Thanks for coming to my TED talk:inline

There are two reasons. An obvious reason - and then the actual reason that is more subtle - and is the best reason to use objects (pretty much everywhere).

Objects use less memory

If you only need to deal with a few small, and uncomplicated things - pieces of data - then almost anything will work - especially if you won't be using it more than once. When there is a lot of data, then using more memory for each part of your data is not your friend.

I've already mentioned the memory overhead of arrays, and I won't go into that again, but I do want to show one more example - with some PHPBench results.

 1$ vendor/bin/phpbench run --report=default --group=array  --retry-threshold=5
 2PHPBench (1.2.15) running benchmarks... #standwithukraine
 3with configuration file: /home/alister/repo/tmp/php-objects-vs-arrays-benchmark/phpbench.json
 4with PHP version 8.2.14, xdebug ❌, opcache ✔
 5
 6\Php\Bench\ObjectVsArrayBench
 7
 8    benchArray..............................R1 I9 - Mo30.36000ms (±0.97%)
 9    benchObject.............................R1 I19 - Mo28.40263ms (±1.10%)
10    benchObjectCollection...................R1 I11 - Mo29.21068ms (±1.63%)
11    benchObjectSetters......................R1 I11 - Mo52.69392ms (±1.60%)
12    benchObjectSettersConstruct.............R1 I19 - Mo43.92354ms (±1.59%)
13
14Subjects: 5, Assertions: 0, Failures: 0, Errors: 0
15+--------------------+-----------------------------+-----+------+-----+----------+------------+--------+
16| benchmark          | subject                     | set | revs | its | mem_peak | mode       | rstdev |
17+--------------------+-----------------------------+-----+------+-----+----------+------------+--------+
18| ObjectVsArrayBench | benchArray                  | 0   | 1    | 20  | 43.367mb | 30.36000ms | ±0.97% |
19| ObjectVsArrayBench | benchObject                 | 0   | 1    | 20  | 18.007mb | 28.40263ms | ±1.10% |
20| ObjectVsArrayBench | benchObjectCollection       | 0   | 1    | 20  | 18.008mb | 29.21068ms | ±1.63% |
21| ObjectVsArrayBench | benchObjectSetters          | 0   | 1    | 20  | 18.008mb | 52.69392ms | ±1.60% |
22| ObjectVsArrayBench | benchObjectSettersConstruct | 0   | 1    | 20  | 18.008mb | 43.92354ms | ±1.59% |
23+--------------------+-----------------------------+-----+------+-----+----------+------------+--------+

The important part in the table are the values in the 'mem_peak' column - particularly for the 'benchArray' and 'benchObject' rows, indeed all of the object-based rows. While the constructor and setters do take additional time, there is almost no more memory use. With this example, the objects take just 42% of the total amount of memory as the array version. Alternatively, you could be storing more than twice as much data in the same amount of space.

All of these tests put 100,000 items (either into a small associated-array, or an object that contains the same data) into a larger array - except the benchObjectCollection, which puts the objects into an \ArrayObject instance instead of a normal array.

Benchmark sources

See alister/php-objects-vs-arrays-benchmark (updated with an up to date version of PHPBench, from the original by dbalabka).
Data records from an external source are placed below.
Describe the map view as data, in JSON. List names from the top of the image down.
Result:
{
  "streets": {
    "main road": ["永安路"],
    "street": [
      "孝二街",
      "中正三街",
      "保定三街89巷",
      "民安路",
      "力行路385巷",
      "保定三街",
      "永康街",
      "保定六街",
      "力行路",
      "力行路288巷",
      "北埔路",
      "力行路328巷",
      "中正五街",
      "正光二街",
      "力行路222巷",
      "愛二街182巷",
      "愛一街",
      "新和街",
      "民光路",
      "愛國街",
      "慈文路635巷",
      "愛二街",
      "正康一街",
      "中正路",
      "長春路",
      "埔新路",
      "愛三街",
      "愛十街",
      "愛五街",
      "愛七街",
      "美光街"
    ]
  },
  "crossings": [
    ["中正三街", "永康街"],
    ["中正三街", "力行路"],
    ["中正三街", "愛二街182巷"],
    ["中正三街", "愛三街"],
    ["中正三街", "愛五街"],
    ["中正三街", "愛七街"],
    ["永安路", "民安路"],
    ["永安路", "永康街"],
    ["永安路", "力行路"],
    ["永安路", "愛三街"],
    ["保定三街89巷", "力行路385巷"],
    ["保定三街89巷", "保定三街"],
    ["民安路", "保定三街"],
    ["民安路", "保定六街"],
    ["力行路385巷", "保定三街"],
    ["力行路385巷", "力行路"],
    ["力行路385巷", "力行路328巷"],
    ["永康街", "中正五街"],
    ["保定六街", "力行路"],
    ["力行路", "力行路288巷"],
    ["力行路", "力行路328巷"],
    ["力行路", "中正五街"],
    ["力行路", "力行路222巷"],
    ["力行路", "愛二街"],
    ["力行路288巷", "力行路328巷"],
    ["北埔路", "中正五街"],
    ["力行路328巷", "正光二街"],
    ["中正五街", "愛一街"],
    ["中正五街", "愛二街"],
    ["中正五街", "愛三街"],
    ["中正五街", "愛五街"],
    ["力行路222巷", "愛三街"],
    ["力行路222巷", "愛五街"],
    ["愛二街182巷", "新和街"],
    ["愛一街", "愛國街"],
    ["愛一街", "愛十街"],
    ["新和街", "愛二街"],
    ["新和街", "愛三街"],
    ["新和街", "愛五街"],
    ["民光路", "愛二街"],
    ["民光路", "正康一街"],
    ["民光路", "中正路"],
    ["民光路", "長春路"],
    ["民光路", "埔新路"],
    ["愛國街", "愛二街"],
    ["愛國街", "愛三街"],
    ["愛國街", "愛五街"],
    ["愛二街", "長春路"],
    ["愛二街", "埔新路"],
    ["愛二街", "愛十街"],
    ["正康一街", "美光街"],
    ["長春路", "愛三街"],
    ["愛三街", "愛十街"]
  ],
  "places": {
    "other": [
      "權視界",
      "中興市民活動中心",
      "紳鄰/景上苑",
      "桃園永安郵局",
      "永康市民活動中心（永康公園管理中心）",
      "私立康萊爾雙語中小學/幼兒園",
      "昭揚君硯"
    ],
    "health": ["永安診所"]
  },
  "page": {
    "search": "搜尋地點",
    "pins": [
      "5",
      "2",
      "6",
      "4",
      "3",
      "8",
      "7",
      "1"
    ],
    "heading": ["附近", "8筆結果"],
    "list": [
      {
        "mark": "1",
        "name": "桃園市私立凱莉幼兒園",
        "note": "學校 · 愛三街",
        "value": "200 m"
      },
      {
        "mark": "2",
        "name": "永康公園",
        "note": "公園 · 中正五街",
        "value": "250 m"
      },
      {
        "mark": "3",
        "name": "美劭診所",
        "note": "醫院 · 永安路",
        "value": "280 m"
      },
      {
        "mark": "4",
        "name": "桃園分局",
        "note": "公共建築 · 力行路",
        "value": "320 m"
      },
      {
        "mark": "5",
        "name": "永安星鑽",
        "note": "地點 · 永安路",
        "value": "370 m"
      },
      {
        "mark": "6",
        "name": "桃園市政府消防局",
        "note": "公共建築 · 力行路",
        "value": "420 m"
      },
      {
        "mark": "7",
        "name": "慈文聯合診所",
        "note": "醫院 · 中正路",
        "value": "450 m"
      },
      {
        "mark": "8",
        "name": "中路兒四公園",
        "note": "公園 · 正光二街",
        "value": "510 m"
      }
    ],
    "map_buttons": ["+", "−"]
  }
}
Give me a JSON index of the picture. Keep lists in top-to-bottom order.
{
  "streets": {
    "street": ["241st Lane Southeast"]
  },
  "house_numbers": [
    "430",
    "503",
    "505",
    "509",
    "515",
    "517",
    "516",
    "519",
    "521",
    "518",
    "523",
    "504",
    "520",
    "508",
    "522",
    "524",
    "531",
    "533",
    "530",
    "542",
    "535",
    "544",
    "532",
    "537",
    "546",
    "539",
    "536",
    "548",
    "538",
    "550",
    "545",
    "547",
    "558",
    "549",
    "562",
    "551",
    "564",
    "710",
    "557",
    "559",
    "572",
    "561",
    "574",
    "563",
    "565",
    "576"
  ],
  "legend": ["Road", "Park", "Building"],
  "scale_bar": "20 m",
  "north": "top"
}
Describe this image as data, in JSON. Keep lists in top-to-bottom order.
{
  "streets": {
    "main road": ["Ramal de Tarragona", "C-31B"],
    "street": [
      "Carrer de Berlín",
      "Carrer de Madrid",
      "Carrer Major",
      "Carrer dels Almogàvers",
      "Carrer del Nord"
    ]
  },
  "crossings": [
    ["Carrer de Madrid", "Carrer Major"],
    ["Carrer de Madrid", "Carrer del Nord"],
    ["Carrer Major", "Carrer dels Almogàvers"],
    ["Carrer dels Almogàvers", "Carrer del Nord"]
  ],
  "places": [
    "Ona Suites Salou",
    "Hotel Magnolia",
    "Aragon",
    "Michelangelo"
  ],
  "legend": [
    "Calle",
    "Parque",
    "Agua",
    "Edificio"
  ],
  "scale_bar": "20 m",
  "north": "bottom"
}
The specific class that is being shown above is the ObjectVsArrayBench, if you want to see exactly what is being done.

It isn't even about the memory size... - though it can be incredibly useful to do it with less memory, or to be able to work with more.

I've dealt with databases with just a few useful rows, all the way up to hundreds of millions and more. The potential problems with such large amounts of data are well understood, and I've already written about one such 'MySQL optimisation Story' before.

Large scale databases

You'd be surprised how much can be done by a decently configured off-the-shelf database server. With a couple of terabytes worth of good-quality SSDs and 128GB+ of RAM will solve most problems before even considering making some proper (and not so complicated) improvements like optimising indexes, simplifying data, pre-generating what might be complex searches, or beginning to partition data.

None very few of the potential fixes of large-scale data will help you when you are dealing with the results of a single (complex) database query though - or worse, a large API payload that needs to be processed and returned out to a browser as a JSON API.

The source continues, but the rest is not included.